WARNING: multiple messages have this Message-ID (diff)
From: Nick Piggin <npiggin@suse.de>
To: Peter Zijlstra <peterz@infradead.org>,
	Andrew Morton <akpm@linux-foundation.org>,
	linux-mm@kvack.org, linux-fsdevel@vger.kernel.org,
	linux-kernel@vger.kernel.org
Subject: [rfc][patch] mm: lockdep page lock
Date: Tue, 16 Mar 2010 02:58:59 +1100	[thread overview]
Message-ID: <20100315155859.GE2869@laptop> (raw)

Hi,

This patch isn't totally complete. Needs some nesting annotations for
filesystems like ntfs, and some async lock release annotations for other
end-io handlers, also page migration code needs to set the page lock
class. But the core of it is working nicely and is a pretty small patch.

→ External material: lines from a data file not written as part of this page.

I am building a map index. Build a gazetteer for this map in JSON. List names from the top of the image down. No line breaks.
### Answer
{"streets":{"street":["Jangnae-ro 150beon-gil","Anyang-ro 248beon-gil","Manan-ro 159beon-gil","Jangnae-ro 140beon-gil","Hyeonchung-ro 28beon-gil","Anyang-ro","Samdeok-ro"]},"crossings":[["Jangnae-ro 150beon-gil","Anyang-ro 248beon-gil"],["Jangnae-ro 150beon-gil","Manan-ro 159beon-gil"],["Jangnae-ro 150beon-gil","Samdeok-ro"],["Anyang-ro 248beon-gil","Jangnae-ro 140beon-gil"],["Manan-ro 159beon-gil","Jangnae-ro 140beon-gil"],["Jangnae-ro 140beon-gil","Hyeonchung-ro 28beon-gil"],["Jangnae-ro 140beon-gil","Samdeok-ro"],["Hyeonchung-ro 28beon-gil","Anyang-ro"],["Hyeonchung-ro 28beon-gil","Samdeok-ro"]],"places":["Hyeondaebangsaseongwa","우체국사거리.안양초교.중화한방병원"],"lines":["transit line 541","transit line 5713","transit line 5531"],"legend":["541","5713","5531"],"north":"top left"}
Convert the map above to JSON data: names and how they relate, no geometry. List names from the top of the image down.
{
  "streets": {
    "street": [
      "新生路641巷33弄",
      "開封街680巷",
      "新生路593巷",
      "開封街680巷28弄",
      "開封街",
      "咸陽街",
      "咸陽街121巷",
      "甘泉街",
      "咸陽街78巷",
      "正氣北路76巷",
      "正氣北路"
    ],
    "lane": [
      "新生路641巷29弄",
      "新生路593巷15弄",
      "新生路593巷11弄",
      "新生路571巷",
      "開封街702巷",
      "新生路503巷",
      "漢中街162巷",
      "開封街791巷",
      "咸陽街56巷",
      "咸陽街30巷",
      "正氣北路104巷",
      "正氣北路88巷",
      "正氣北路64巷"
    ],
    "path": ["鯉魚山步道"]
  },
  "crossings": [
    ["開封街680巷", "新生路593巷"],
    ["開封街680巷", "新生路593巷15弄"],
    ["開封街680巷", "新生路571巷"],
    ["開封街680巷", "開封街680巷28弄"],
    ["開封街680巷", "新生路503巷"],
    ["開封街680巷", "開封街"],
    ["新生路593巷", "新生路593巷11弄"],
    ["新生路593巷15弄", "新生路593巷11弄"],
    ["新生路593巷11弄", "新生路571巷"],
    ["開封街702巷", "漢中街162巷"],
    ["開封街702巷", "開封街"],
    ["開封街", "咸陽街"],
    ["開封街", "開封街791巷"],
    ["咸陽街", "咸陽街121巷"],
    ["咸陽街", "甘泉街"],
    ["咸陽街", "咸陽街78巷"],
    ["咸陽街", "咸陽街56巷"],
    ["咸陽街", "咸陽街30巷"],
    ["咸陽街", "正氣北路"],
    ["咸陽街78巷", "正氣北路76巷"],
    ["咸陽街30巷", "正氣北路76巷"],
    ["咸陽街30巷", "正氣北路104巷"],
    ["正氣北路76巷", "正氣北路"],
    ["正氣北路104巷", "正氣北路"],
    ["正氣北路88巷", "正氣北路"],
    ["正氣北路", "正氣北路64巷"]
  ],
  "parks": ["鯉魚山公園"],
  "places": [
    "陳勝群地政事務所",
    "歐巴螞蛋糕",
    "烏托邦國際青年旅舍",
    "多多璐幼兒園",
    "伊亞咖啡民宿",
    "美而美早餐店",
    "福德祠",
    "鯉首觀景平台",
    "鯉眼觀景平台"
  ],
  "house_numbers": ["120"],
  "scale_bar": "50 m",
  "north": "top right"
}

It is a bit different to one Peter posted a while back, with
differences. I don't care so much about bloating struct page with a few
more bytes. lockdep can't run on a production kernel so I think it's
preferable to be catching more complex errors than avoiding overhead. I
also set the page lock class at the time it is added to pagecache when
we have the mapping pinned to the page.

One issue I wonder about is if the lock class is changed while some
other page locker is waiting to get the lock but has already called
lock_acquire for the old class. Possibly it could be solved if lockdep
has different primitives to say the caller is contending for a lock
versus if it has been granted the lock?

Do you think it would be useful?
--

Page lock has very complex dependencies, so it would be really nice to add
lockdep support for it.

For example:
add_to_page_cache_locked(GFP_KERNEL) (called with page locked)
-> page reclaim performs a trylock_page
 -> page reclaim performs a writepage
  -> writepage performs a get_block
   -> get_block reads buffercache
    -> buffercache read requires grow_dev_page
     -> grow_dev_page locks buffercache page
 -> if writepage fails, page reclaim calls handle_write_error
  -> handle_write_error performs a lock_page

So before even considering any other locks or more complex nested
filesystems, we can hold at least 3 different page locks at once. Should
be safe because we have an fs->bdev page lock ordering, and because
add_to_page_cache* tend to be called on new (non-LRU) pages that can't
be locked elsewhere, however a notable exception is tmpfs which moves
live pages in and out of pagecache.

So lockdepify the page lock. Each filesystem type gets a unique key, to
handle inter-filesystem nesting (like regular filesystem -> buffercache,
or ecryptfs -> lower). Newly allocated pages get a default lock class,
and it is reassigned to their filesystem type when being added to page
cache.

---
 fs/buffer.c              |    5 ++++-
 fs/mpage.c               |    3 ++-
 include/linux/fs.h       |    2 ++
 include/linux/mm_types.h |    2 ++
 include/linux/pagemap.h  |   41 +++++++++++++++++++++++++++++++++++------
 kernel/lockdep.c         |    2 ++
 mm/filemap.c             |   30 ++++++++++++++++++++++++++++--
 mm/internal.h            |    3 +++
 mm/page_alloc.c          |    2 ++
 mm/page_io.c             |    3 ++-
 mm/truncate.c            |    3 +++
 mm/vmscan.c              |    3 +++
 12 files changed, 88 insertions(+), 11 deletions(-)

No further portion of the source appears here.